■ PROMPT ■
The only thing to report is how many lines of the data contain the word "Deerwood".

(Stored items)
◆ ◆ ◆ ◆ ◆

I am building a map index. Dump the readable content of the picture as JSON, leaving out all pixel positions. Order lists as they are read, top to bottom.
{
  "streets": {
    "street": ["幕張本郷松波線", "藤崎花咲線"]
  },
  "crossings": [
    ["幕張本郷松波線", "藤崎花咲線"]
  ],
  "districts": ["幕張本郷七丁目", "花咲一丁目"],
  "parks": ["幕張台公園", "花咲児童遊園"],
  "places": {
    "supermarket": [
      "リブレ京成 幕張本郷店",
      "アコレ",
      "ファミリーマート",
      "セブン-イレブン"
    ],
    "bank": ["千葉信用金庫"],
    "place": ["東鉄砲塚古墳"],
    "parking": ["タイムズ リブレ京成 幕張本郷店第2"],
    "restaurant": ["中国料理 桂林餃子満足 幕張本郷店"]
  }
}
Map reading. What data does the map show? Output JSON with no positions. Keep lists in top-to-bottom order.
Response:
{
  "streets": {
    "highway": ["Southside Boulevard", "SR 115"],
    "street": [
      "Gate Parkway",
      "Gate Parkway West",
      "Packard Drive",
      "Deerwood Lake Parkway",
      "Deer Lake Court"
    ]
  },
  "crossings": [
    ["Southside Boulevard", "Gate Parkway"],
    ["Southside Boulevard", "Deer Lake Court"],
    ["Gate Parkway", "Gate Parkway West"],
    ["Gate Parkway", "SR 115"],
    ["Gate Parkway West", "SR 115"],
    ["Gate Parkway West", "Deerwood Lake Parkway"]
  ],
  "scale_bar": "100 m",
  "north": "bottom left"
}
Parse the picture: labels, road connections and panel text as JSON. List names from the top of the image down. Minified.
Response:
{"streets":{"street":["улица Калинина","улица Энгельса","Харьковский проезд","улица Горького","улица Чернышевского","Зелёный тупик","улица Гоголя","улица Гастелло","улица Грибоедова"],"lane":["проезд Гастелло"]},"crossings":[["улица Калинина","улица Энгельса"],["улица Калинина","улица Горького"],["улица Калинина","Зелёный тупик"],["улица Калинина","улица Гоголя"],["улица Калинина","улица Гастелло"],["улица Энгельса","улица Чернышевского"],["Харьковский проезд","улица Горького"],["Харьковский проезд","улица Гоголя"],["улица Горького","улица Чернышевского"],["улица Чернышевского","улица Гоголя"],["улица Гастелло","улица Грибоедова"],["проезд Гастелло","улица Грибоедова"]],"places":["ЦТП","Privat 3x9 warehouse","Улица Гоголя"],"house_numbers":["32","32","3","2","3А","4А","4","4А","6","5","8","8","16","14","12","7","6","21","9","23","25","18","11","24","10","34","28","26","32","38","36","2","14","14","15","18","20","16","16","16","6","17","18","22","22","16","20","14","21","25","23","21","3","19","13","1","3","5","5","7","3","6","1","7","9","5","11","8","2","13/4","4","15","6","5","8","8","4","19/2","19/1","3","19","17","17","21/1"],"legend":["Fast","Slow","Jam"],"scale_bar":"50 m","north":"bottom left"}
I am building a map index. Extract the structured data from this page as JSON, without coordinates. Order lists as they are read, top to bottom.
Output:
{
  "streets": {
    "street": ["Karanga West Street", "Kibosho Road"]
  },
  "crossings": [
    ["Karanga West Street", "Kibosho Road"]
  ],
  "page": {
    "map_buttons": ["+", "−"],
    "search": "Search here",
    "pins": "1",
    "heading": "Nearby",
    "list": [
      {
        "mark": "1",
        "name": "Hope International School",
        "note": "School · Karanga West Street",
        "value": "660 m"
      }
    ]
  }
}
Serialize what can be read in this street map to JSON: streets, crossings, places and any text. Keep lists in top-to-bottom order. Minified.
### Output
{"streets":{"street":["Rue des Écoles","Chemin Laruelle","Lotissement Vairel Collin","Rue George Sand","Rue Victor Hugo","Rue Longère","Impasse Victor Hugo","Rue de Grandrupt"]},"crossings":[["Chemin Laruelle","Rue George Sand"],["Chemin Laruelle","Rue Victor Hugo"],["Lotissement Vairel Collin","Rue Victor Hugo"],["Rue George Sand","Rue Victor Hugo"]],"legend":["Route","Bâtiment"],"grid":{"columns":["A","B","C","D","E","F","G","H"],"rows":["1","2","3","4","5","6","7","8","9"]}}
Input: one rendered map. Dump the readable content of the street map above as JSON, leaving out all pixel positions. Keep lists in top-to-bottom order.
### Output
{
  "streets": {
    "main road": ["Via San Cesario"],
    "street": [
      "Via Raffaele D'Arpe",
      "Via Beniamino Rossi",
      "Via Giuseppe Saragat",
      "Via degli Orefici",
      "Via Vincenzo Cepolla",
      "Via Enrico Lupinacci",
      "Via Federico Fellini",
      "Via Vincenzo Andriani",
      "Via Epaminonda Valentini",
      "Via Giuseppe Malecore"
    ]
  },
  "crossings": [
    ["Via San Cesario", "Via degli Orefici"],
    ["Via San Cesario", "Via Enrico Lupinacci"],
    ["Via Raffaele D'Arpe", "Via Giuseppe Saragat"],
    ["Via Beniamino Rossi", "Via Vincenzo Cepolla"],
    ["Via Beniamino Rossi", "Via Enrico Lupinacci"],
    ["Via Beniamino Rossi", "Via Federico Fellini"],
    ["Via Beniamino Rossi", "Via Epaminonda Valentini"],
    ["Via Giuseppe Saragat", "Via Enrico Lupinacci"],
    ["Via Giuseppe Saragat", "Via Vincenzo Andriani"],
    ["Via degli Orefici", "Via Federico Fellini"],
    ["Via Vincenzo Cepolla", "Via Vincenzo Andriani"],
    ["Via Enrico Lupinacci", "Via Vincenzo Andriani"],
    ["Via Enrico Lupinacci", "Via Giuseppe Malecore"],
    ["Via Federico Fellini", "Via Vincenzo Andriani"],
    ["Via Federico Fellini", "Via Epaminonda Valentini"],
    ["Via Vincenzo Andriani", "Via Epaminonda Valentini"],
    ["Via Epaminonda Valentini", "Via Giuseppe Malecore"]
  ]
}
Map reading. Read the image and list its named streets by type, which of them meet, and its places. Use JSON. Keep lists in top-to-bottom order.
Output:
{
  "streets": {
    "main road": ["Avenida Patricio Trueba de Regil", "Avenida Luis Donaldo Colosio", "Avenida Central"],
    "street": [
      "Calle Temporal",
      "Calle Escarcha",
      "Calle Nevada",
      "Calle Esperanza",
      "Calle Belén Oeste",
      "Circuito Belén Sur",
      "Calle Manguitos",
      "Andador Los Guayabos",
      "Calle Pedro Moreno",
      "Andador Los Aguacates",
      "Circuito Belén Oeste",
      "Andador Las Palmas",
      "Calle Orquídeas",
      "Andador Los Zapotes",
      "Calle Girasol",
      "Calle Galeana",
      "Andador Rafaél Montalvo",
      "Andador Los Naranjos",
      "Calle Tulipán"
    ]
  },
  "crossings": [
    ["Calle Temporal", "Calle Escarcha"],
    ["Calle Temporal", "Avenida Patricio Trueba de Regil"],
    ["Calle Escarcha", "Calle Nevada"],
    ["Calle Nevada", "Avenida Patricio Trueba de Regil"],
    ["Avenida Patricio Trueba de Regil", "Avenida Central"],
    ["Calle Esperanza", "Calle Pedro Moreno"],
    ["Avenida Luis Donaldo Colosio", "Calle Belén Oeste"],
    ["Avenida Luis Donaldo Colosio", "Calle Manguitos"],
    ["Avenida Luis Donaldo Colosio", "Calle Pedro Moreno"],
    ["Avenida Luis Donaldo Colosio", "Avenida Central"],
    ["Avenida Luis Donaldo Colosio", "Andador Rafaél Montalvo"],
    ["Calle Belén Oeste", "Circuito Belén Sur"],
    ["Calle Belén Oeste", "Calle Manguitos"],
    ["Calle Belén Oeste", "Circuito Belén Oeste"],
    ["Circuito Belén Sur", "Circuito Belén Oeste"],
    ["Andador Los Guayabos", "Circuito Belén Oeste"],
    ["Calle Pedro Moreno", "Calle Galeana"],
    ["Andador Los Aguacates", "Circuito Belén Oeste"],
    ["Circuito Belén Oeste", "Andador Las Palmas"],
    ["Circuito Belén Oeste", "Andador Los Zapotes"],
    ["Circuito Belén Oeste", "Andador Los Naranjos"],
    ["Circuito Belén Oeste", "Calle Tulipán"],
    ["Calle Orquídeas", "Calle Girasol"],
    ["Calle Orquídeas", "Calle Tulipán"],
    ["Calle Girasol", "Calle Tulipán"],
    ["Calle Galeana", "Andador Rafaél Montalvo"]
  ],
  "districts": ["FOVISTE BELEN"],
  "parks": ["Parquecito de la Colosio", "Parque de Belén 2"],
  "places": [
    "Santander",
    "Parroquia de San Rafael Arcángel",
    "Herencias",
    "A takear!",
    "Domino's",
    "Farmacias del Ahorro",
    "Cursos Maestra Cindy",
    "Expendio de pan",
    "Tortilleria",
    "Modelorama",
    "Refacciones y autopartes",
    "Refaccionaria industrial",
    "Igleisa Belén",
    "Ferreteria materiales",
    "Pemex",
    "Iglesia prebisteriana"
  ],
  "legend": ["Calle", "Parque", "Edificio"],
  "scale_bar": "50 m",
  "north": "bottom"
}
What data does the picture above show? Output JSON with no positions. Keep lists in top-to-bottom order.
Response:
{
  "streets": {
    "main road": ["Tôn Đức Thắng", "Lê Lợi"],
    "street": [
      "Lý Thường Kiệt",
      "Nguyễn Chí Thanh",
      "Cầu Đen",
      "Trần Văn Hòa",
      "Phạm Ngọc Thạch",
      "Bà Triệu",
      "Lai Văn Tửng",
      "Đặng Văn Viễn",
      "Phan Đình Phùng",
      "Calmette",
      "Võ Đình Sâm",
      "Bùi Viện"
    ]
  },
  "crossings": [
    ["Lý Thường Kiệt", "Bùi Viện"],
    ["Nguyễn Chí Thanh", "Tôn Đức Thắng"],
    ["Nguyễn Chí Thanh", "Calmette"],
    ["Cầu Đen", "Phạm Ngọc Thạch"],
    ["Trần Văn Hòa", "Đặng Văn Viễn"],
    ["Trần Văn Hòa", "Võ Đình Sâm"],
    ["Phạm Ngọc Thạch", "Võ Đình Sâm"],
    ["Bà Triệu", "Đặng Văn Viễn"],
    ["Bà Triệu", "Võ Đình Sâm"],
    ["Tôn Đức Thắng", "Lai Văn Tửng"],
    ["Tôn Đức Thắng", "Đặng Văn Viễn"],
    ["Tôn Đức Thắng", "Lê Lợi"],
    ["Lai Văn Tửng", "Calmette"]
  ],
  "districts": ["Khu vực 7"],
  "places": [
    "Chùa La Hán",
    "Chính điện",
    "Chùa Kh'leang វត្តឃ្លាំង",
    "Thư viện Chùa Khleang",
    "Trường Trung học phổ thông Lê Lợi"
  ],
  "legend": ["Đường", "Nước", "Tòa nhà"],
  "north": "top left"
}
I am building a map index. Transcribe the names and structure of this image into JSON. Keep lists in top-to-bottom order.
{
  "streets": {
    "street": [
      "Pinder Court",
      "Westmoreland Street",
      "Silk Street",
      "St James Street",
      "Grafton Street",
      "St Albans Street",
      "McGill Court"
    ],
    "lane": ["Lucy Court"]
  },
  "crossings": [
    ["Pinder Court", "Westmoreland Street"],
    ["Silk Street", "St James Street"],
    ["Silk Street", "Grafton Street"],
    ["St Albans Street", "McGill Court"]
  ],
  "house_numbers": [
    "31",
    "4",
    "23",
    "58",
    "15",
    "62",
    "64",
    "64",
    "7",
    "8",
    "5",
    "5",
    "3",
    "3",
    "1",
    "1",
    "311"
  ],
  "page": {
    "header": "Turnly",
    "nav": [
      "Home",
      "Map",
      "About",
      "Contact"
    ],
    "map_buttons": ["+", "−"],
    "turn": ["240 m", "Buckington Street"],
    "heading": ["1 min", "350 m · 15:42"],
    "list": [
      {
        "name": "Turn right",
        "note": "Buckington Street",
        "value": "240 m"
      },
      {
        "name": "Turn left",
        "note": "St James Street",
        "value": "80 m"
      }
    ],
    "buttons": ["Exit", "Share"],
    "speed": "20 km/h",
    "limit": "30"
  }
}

◆ ◆ ◆ ◆ ◆

■ RESPONSE TO THIS TASK ■
2